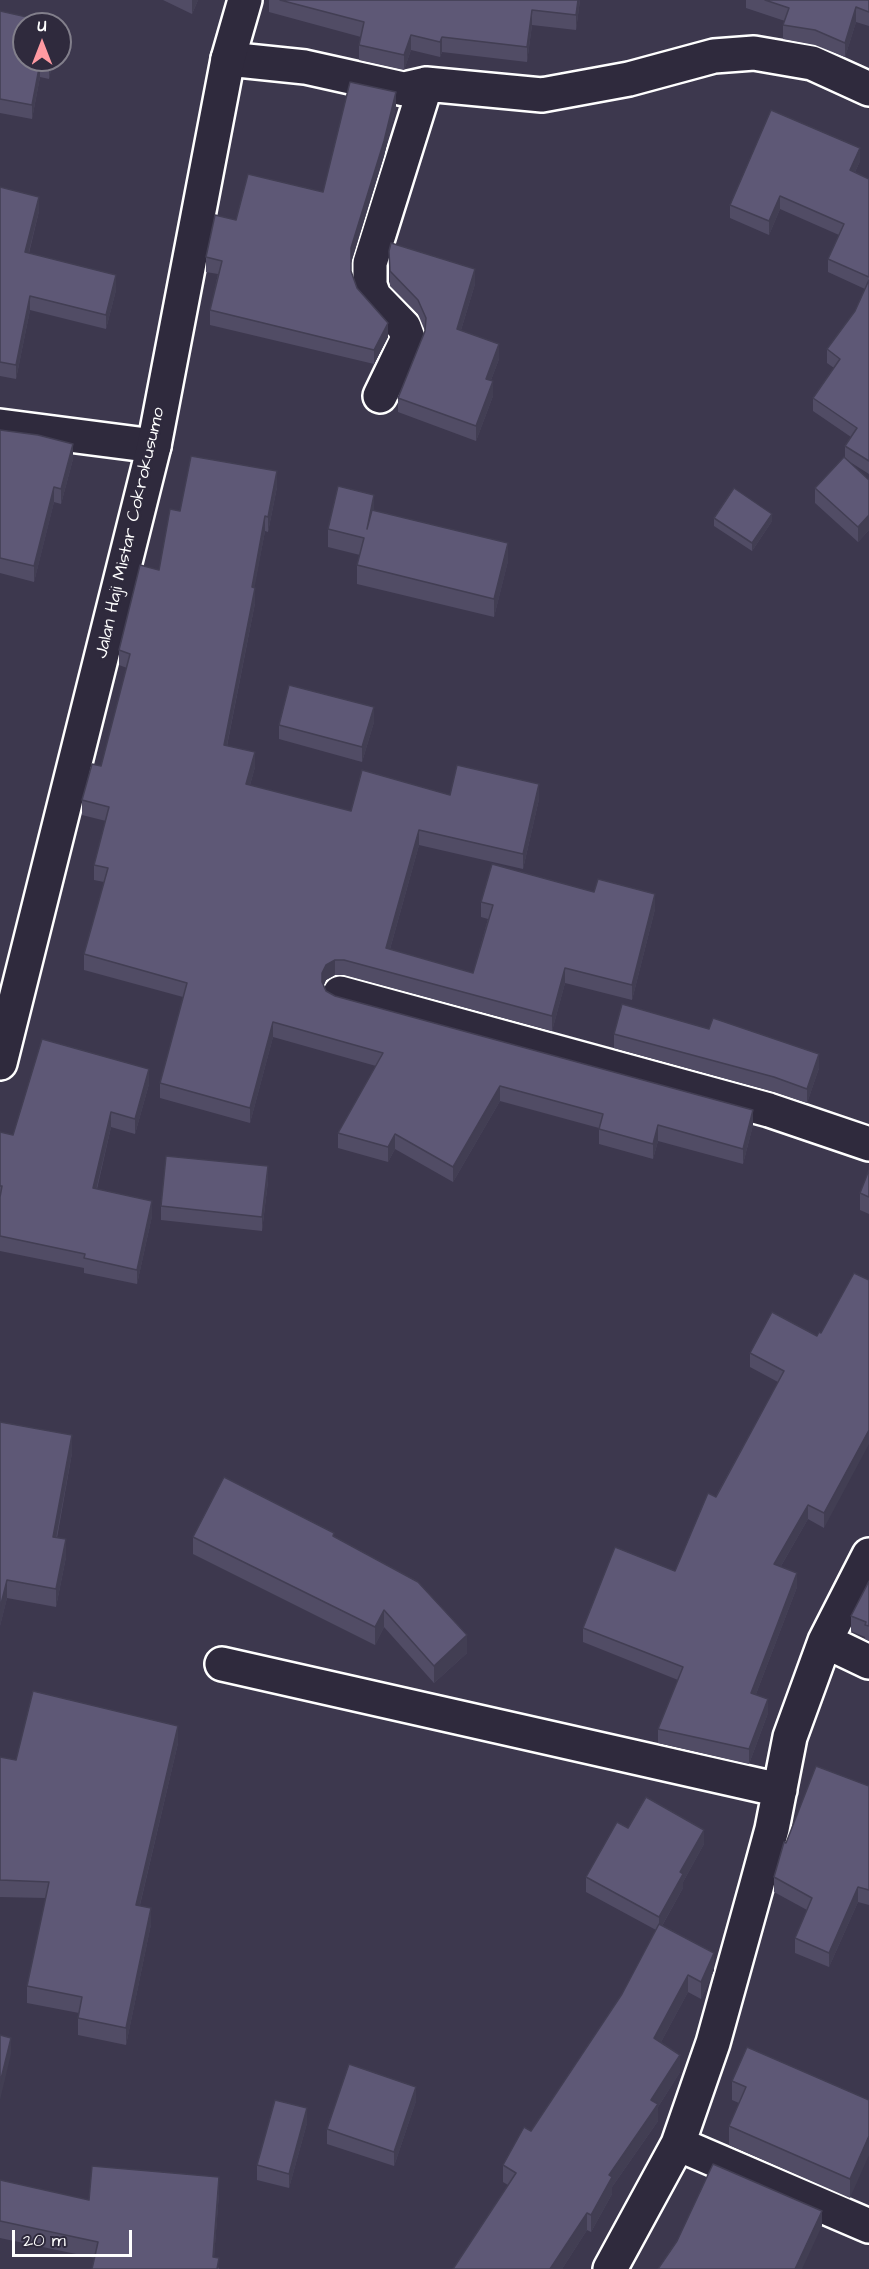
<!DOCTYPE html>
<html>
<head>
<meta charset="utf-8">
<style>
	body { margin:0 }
	#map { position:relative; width:869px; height:2269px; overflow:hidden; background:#3d384e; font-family:"Architects Daughter",sans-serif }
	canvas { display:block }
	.north { position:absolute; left:12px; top:12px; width:60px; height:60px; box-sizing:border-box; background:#2f2a3d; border:2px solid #827f8b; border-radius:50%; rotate:0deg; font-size:16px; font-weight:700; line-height:24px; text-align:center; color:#fff }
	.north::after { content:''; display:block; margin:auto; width:21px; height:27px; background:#ff9aa2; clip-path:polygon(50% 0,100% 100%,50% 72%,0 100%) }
	.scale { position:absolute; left:12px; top:2230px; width:120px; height:27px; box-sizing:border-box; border:3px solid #fff; border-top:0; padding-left:8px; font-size:18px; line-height:21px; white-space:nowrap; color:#fff; -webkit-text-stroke:4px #2f2a3d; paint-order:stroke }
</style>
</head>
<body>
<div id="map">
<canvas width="869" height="2269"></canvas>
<div class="north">U</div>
<div class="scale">20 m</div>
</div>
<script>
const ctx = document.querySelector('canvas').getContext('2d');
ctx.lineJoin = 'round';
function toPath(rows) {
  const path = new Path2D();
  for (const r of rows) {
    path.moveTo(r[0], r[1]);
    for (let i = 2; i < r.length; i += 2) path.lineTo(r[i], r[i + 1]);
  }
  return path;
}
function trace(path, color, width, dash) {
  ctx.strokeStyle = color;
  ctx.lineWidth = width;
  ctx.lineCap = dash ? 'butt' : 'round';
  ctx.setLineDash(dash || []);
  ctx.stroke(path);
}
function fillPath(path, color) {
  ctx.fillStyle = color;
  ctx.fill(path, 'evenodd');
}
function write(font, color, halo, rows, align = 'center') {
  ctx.font = font + ' "Architects Daughter",sans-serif';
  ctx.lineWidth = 5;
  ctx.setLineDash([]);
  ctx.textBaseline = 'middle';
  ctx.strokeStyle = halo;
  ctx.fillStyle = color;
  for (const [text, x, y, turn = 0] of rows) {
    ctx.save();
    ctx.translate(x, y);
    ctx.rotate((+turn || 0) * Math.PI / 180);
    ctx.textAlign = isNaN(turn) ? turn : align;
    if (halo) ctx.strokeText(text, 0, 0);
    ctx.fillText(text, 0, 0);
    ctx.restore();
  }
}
const street = toPath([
	[228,59,305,67,404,89,426,84,542,95,629,79,714,56,754,53,812,63,869,89],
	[380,396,408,338,404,327,374,296,370,285,370,263,426,84],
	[0,426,154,446],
	[340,993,769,1110,869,1144],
	[825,1641,869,1662],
	[222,1664,780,1790],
	[678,2144,869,2226],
	[610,2269,678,2144,713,2043,756,1888,772,1829,790,1737,825,1641,869,1555]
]);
const primary = toPath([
	[0,1063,154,446,228,59,245,0]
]);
const wall = toPath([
	[163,0,198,0,192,14],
	[269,0,580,0,576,30,532,25,527,62,442,52,440,57,411,50,404,70,359,60,359,45,361,37,269,12],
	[746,0,869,0,869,26,856,22,845,57,815,45,783,39,783,25,785,21,746,8],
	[0,11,53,60,49,79,40,77,32,119,0,113],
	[396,106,384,156,351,263,351,271,357,288,388,337,374,364,210,325,210,310,218,274,206,272,206,257,236,220,323,192],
	[860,161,855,172,869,179,869,474,850,462,869,480,869,530,858,542,815,503,815,488,845,458,845,446,851,437,813,411,813,398,834,368,827,363,827,349,855,311,865,289,828,272,828,259,839,235,780,209,769,235,730,218,730,205],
	[0,187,39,211,29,253,116,290,106,329,30,310,16,379,0,376],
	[389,251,475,284,461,330,499,359,491,380,493,396,476,441,398,412,398,398,425,331,418,314,390,286],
	[0,430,73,459,61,504,54,502,34,582,0,573],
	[277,487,268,532,265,531,254,588,255,603,227,746,255,767,250,785,351,811,450,795,539,799,523,869,419,845,390,949,473,973,488,919,481,917,481,902,655,909,632,1000,565,983,552,1031,344,975,335,975,326,980,324,985,326,991,335,996,753,1125,743,1164,658,1141,653,1159,599,1144,599,1128,500,1101,453,1182,395,1149,388,1162,338,1148,338,1133,376,1066,273,1037,250,1123,160,1098,160,1083,183,997,84,970,84,954,104,882,94,880,94,865,106,821,82,815,82,800,101,766,127,668,119,665,119,650,159,570,180,511],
	[374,510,508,561,494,617,357,584,357,565,360,555,328,547,328,529],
	[714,518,772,521,752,551,714,526],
	[374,722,362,762,279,739,279,725],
	[709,1029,819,1068,807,1103,774,1092,614,1048,614,1034],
	[149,1084,135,1134,111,1127,97,1189,152,1216,137,1284,84,1273,84,1268,0,1251,0,1132,13,1135],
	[869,1170,869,1214,860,1210,860,1193],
	[268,1181,262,1231,161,1220,161,1206],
	[854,1273,824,1528,808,1519,781,1566,797,1587,756,1694,768,1713,749,1764,658,1743,658,1729,678,1680,583,1642,583,1628,675,1571,778,1382,750,1367,750,1353,817,1336,821,1333],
	[0,1422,72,1453,57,1538,66,1557,56,1607,7,1598,0,1626],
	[193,1537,334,1537,467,1653,434,1683,384,1627,375,1645,193,1554],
	[869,1581,869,1641,865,1639,865,1637,851,1631,851,1616],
	[178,1743,140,1905,151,1924,126,2045,78,2035,78,2018,79,2013,27,2003,27,1986,46,1898,0,1897,0,1757,16,1760],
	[869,1786,869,1905,858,1902,829,1967,795,1953,795,1938,807,1910,774,1892,774,1877,786,1843],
	[628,1828,704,1844,683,1882,683,1888,662,1926,714,1970,701,1999,688,1992,661,2042,680,2072,658,2107,658,2121,612,2187,612,2194,591,2232,587,2230,562,2269,453,2269,508,2185,503,2182,503,2165,531,2131,622,1994,656,1930,586,1892,586,1877],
	[732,2081,869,2100,850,2198,729,2145,729,2126,739,2103,732,2100],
	[416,2101,394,2166,327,2144,327,2129],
	[307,2123,289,2188,257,2180,257,2165],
	[0,2180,89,2200,219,2193,214,2257,219,2269,95,2258,0,2238]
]);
const shadedWall = toPath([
	[192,0,198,0,192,14],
	[578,0,580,0,576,30,576,15],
	[856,7,856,22,845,57,845,43],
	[532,10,532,25,527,62,527,47],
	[411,35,411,50,404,70,404,55],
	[442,37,442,52,440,57,440,42],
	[50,60,53,60,49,79,49,65],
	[40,63,40,77,32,119,32,105],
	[396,92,396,106,384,156,351,263,351,248],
	[860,148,860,161,850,183,850,170],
	[780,196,780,209,769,235,769,221],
	[39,197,39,211,25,267,25,252],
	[475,269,475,284,457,343,457,329],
	[116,275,116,290,106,329,106,315],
	[30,296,30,310,16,379,16,365],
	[388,323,388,337,374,364,374,350],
	[499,344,499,359,486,393,486,379],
	[493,381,493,396,476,441,476,426],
	[73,444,73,459,61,504,61,489],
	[277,471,277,487,268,532,268,517],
	[54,487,54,502,34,582,34,566],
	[374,495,374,513,367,529],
	[772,514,772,521,752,551,752,543],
	[869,515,869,530,858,542,858,527],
	[265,516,265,531,252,602,252,587],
	[508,543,508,561,494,617,494,599],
	[255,588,255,603,224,760,224,745],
	[374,707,374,722,362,762,362,747],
	[255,752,255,767,246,799,246,784],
	[539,784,539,799,523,869,523,854],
	[419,830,419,845,386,963,386,948],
	[655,894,655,909,632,1000,632,985],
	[335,960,335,975,326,980,322,989,322,973,326,965],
	[565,968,565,983,552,1031,552,1016],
	[273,1022,273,1037,250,1123,250,1108],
	[819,1054,819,1068,807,1103,807,1089],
	[149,1069,149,1084,135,1134,135,1119],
	[500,1086,500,1101,453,1182,453,1167],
	[753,1110,753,1125,743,1164,743,1149],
	[111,1112,111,1127,93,1203,93,1188],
	[658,1125,658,1141,653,1159,653,1144],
	[395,1134,395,1149,388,1162,388,1147],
	[268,1166,268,1181,262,1231,262,1217],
	[152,1201,152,1216,137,1284,137,1270],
	[869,1430,869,1444,824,1528,824,1513],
	[72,1435,72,1453,53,1555,53,1537],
	[808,1505,808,1519,774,1578,774,1564],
	[66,1539,66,1557,56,1607,56,1589],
	[797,1573,797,1587,751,1707,751,1693],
	[7,1580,7,1598,0,1626,0,1608],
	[384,1610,384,1627,375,1645,375,1627],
	[467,1635,467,1653,434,1683,434,1666],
	[768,1699,768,1713,749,1764,749,1749],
	[178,1726,178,1743,136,1921,136,1905],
	[704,1830,704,1844,683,1882,683,1888,659,1931,659,1917,680,1872],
	[858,1887,858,1902,829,1967,829,1953],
	[151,1908,151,1924,126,2045,126,2028],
	[714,1953,714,1970,701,1999,701,1982],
	[688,1975,688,1992,654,2055,654,2038],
	[11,2038,11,2054,0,2100,0,2083],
	[680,2055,680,2072,658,2107,658,2121,612,2187,612,2194,591,2232,591,2215,609,2175,651,2100],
	[416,2087,416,2101,394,2166,394,2152],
	[307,2108,307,2123,289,2188,289,2174],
	[869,2136,869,2155,850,2198,850,2179],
	[219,2177,219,2193,213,2269,213,2257],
	[822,2211,822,2226,802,2269,795,2269],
	[587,2213,587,2230,562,2269,550,2269]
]);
const building = toPath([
	[280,0,578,0,576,15,532,10,527,47,442,37,440,42,411,35,404,55,359,45,364,22,280,0],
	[765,0,869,0,869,12,856,7,845,43,815,30,783,25,789,8,765,0],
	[0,11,58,24,24,24,24,60,50,60,49,65,40,63,32,105,0,99,0,11],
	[350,82,396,92,384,141,351,248,351,271,357,288,388,323,374,350,210,310,222,261,206,257,215,215,236,220,248,174,323,192,350,82],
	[771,110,860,148,850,170,869,179,869,277,828,259,844,224,780,196,769,221,730,205,771,110],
	[0,187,39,197,25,252,116,275,106,315,30,296,16,365,0,362,0,187],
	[391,243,475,269,457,329,499,344,486,379,493,381,476,426,398,398,425,331,426,318,418,300,390,271,389,251,391,243],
	[869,280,869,461,845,446,857,428,813,398,840,359,827,349,855,311,869,280],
	[0,430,38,435,73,444,61,489,54,487,34,566,0,558,0,430],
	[191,456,277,471,268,517,265,516,252,587,255,588,224,745,255,752,246,784,351,811,362,770,450,795,457,765,539,784,523,854,419,830,386,948,473,973,493,905,481,902,492,864,594,892,598,879,655,894,632,985,565,968,552,1016,344,960,335,960,326,965,322,973,322,982,326,991,335,996,753,1110,743,1149,658,1125,653,1144,599,1129,603,1114,500,1086,453,1167,395,1134,388,1147,338,1133,383,1053,273,1022,250,1108,160,1083,187,983,84,954,108,868,94,865,109,807,82,800,92,764,101,766,130,654,119,650,140,565,159,570,170,509,180,511,191,456],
	[844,457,869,480,869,515,858,527,815,488,844,457],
	[338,486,374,495,367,529,372,510,508,543,494,599,357,565,364,538,328,529,338,486],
	[734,488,772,514,752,543,714,518,734,488],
	[289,685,374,707,362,747,279,725,289,685],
	[622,1004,709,1029,713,1018,819,1054,807,1089,774,1077,614,1034,622,1004],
	[42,1039,149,1069,135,1119,111,1112,93,1188,152,1201,137,1270,84,1258,85,1254,0,1236,0,1197,2,1186,0,1186,0,1132,13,1135,42,1039],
	[166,1156,268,1166,262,1217,161,1206,166,1156],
	[869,1170,869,1197,860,1193,869,1170],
	[854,1273,869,1280,869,1430,824,1513,808,1505,774,1564,797,1573,751,1693,768,1699,749,1749,658,1729,683,1667,583,1628,615,1547,675,1571,708,1493,716,1497,784,1371,750,1353,772,1312,817,1336,819,1332,821,1333,854,1273],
	[0,1422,72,1435,53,1537,66,1539,56,1589,7,1580,0,1608,0,1422],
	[224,1477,334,1533,333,1536,418,1582,467,1635,434,1666,384,1610,375,1627,193,1537,224,1477],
	[869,1581,869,1626,865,1625,866,1622,851,1616,869,1581],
	[33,1691,178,1726,136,1905,151,1908,126,2028,78,2018,82,1997,27,1986,49,1882,0,1880,0,1757,16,1760,33,1691],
	[816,1766,869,1786,869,1890,858,1887,829,1953,795,1938,812,1898,774,1877,784,1842,786,1843,816,1766],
	[646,1797,704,1830,680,1872,683,1874,659,1917,586,1877,617,1822,628,1828,646,1797],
	[659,1924,714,1953,701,1982,688,1975,654,2038,680,2055,651,2100,658,2104,609,2175,612,2177,591,2215,587,2213,550,2269,453,2269,516,2173,503,2165,524,2127,531,2131,622,1994,659,1924],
	[0,2035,11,2038,0,2083,0,2035],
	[747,2047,869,2100,869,2136,850,2179,729,2126,746,2087,732,2081,747,2047],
	[349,2064,416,2087,394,2152,327,2129,349,2064],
	[275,2100,307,2108,289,2174,257,2165,275,2100],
	[713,2164,822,2211,795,2269,658,2269,677,2241,713,2164],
	[92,2166,219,2177,213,2257,219,2258,217,2269,92,2269,98,2242,0,2221,0,2180,89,2200,92,2166]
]);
const streetNames = [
	["Jalan Haji Mistar Cokrokusumo",131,533,-77]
];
trace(street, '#fff', 38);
trace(primary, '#fff', 38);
trace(street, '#2f2a3d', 33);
trace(primary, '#2f2a3d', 33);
fillPath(wall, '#514c65');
fillPath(shadedWall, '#423e53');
fillPath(building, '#5e5876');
trace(building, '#423e53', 1.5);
write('18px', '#fff', '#2f2a3d', streetNames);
</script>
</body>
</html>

* **Work to complete**
Show the lines of the records above that mention "canvas".

* **Written answer**
	canvas { display:block }
<canvas width="869" height="2269"></canvas>
const ctx = document.querySelector('canvas').getContext('2d');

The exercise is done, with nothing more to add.